Bank Regulation Follies

The latest fad in bank regulation folly is to assert that much higher capital levels are the solution to the problem that was supposedly solved by Dodd-Frank. Amar Bhide provides a nice rejoinder to the fantasy that all we have to do is make banks hold more capital:

Yet focusing mainly on how much banks borrow while ignoring other, more serious recklessness is a bad regulatory bet.

Bank regulation, like lending, was once decentralized and judgment-based. Regulators relied mainly on examination of individual loans rather than capital-to-asset ratios. A typical bank exam would include scrutiny of every single business loan and a large proportion of consumer loans. Capital adequacy was a matter of judgment: examiners would figure out how large a buffer a bank ought to have, taking into account its specific risks.

Regulators then shifted to edicts requiring banks to maintain a specified capital cushion, thick enough to cover potential losses. This approach presupposes that bank assets and exposures can be accurately measured. In fact, the financial statements of mega-banks are impenetrable works of fiction or wishful thinking.

The problem goes beyond deliberate obfuscation. J.P. Morgan and Deutsche Bank have paid substantial sums to settle charges ranging from bribery to illegal foreclosures to abetting tax evasion. Ruling out the connivance of top executives raises an alarming question: Does Jamie Dimon, J.P. Morgan’s highly regarded CEO, have as little grasp of the exposures embedded in his bank’s nearly $80 billion derivatives book as Tony Hayward, the hapless ex-CEO of BP, had of the hazards of his company’s ill-fated rig in the Gulf of Mexico?

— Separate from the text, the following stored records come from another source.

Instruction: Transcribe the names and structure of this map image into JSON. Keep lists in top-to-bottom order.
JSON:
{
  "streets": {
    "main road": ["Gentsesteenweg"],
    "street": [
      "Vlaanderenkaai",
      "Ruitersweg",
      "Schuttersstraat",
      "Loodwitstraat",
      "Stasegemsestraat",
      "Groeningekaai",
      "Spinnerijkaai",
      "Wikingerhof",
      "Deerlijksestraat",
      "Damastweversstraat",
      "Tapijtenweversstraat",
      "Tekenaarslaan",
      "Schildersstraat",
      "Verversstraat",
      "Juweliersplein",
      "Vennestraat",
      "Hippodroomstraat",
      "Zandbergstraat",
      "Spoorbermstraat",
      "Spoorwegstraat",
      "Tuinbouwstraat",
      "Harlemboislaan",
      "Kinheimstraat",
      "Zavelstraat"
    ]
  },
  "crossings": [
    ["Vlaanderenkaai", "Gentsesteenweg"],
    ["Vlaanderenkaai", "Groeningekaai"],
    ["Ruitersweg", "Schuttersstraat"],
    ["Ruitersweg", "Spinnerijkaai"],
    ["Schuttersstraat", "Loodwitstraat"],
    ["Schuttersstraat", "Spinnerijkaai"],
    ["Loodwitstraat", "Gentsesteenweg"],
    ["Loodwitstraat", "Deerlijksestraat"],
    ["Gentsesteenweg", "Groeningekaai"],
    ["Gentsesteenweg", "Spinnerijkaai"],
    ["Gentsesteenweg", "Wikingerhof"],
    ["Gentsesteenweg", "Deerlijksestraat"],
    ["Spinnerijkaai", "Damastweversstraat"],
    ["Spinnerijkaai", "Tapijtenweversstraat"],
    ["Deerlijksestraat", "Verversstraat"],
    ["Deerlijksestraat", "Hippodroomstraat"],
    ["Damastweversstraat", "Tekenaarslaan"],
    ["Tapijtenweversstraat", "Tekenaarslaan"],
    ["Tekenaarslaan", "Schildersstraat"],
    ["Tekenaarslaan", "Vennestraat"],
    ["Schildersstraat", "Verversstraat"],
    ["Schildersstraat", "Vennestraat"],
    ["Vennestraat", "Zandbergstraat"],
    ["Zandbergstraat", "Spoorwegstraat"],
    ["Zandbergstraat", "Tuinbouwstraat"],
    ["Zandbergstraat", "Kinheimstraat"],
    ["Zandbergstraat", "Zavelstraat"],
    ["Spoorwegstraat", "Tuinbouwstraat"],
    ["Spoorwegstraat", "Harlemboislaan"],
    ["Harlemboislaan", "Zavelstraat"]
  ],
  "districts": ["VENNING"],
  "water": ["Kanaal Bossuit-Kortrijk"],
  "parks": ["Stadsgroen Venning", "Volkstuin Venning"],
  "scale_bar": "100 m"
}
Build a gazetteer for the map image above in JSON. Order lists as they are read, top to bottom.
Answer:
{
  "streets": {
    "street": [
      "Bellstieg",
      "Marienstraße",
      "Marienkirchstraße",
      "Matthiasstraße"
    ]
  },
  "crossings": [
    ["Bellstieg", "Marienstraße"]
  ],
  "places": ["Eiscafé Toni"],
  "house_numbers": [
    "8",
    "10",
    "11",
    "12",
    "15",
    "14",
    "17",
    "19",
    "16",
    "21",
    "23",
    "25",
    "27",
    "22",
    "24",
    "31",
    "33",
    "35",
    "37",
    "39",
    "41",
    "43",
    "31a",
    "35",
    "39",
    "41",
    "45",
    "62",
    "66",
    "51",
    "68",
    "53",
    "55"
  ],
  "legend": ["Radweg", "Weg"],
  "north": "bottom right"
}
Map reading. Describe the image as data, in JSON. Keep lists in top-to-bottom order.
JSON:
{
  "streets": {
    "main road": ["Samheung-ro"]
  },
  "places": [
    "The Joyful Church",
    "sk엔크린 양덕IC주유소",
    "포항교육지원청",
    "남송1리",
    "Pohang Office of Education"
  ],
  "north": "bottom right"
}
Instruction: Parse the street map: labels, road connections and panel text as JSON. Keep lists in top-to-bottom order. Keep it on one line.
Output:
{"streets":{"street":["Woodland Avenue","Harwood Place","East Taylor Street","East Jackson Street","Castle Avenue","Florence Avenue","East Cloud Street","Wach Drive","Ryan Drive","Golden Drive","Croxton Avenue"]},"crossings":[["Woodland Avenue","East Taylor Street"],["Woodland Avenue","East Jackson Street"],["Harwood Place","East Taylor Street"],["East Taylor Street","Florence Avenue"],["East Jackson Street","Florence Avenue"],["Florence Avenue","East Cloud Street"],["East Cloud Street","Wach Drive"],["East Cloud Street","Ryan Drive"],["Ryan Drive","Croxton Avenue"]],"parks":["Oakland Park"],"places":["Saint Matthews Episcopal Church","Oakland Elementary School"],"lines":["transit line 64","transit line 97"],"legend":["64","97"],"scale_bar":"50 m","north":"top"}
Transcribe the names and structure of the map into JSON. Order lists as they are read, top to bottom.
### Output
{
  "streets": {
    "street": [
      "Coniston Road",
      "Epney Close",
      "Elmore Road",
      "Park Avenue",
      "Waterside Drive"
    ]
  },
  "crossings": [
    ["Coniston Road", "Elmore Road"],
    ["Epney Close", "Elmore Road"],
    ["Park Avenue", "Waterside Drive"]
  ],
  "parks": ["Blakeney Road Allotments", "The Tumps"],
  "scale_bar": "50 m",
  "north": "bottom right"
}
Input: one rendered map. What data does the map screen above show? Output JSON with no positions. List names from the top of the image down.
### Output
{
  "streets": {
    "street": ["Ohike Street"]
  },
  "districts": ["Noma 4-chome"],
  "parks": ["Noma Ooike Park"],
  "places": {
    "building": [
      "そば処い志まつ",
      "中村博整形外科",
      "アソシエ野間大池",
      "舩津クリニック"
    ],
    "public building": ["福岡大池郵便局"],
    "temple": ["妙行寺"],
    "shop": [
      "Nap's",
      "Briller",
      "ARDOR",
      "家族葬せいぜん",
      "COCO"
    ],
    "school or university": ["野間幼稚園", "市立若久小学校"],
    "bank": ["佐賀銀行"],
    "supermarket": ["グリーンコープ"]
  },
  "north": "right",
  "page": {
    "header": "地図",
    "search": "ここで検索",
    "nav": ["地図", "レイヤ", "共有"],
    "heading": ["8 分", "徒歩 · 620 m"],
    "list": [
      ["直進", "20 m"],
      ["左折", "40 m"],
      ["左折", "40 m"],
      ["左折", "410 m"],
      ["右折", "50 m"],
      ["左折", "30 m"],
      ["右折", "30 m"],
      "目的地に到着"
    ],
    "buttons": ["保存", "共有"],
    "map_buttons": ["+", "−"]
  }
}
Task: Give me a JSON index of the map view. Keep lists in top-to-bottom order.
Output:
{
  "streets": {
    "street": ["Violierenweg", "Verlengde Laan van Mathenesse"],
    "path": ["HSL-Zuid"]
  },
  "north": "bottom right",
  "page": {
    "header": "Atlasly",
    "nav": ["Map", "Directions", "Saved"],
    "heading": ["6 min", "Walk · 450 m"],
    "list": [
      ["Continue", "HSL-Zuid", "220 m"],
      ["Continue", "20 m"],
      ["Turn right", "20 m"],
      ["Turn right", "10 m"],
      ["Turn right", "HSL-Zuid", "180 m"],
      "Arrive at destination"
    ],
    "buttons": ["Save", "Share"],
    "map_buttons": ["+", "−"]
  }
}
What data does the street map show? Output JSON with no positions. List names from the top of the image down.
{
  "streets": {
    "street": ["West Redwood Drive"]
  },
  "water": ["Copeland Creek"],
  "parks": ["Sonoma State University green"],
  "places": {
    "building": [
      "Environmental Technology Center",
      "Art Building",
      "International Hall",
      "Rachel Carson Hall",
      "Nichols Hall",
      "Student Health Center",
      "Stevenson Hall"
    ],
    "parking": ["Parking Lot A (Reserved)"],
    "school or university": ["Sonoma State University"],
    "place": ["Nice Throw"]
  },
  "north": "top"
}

Indeed, ignorance about what is actually at risk makes debates about the right formula for capital buffers surreal. Moreover, the use of mechanistic rules to determine capital adequacy has also inadvertently encouraged systemic imprudence.

Nothing of course is going to change. The fix has been in from the get go. There is just too much money involved not to buy the requisite protection and plenty of multimillion dollar jobs await those who play ball.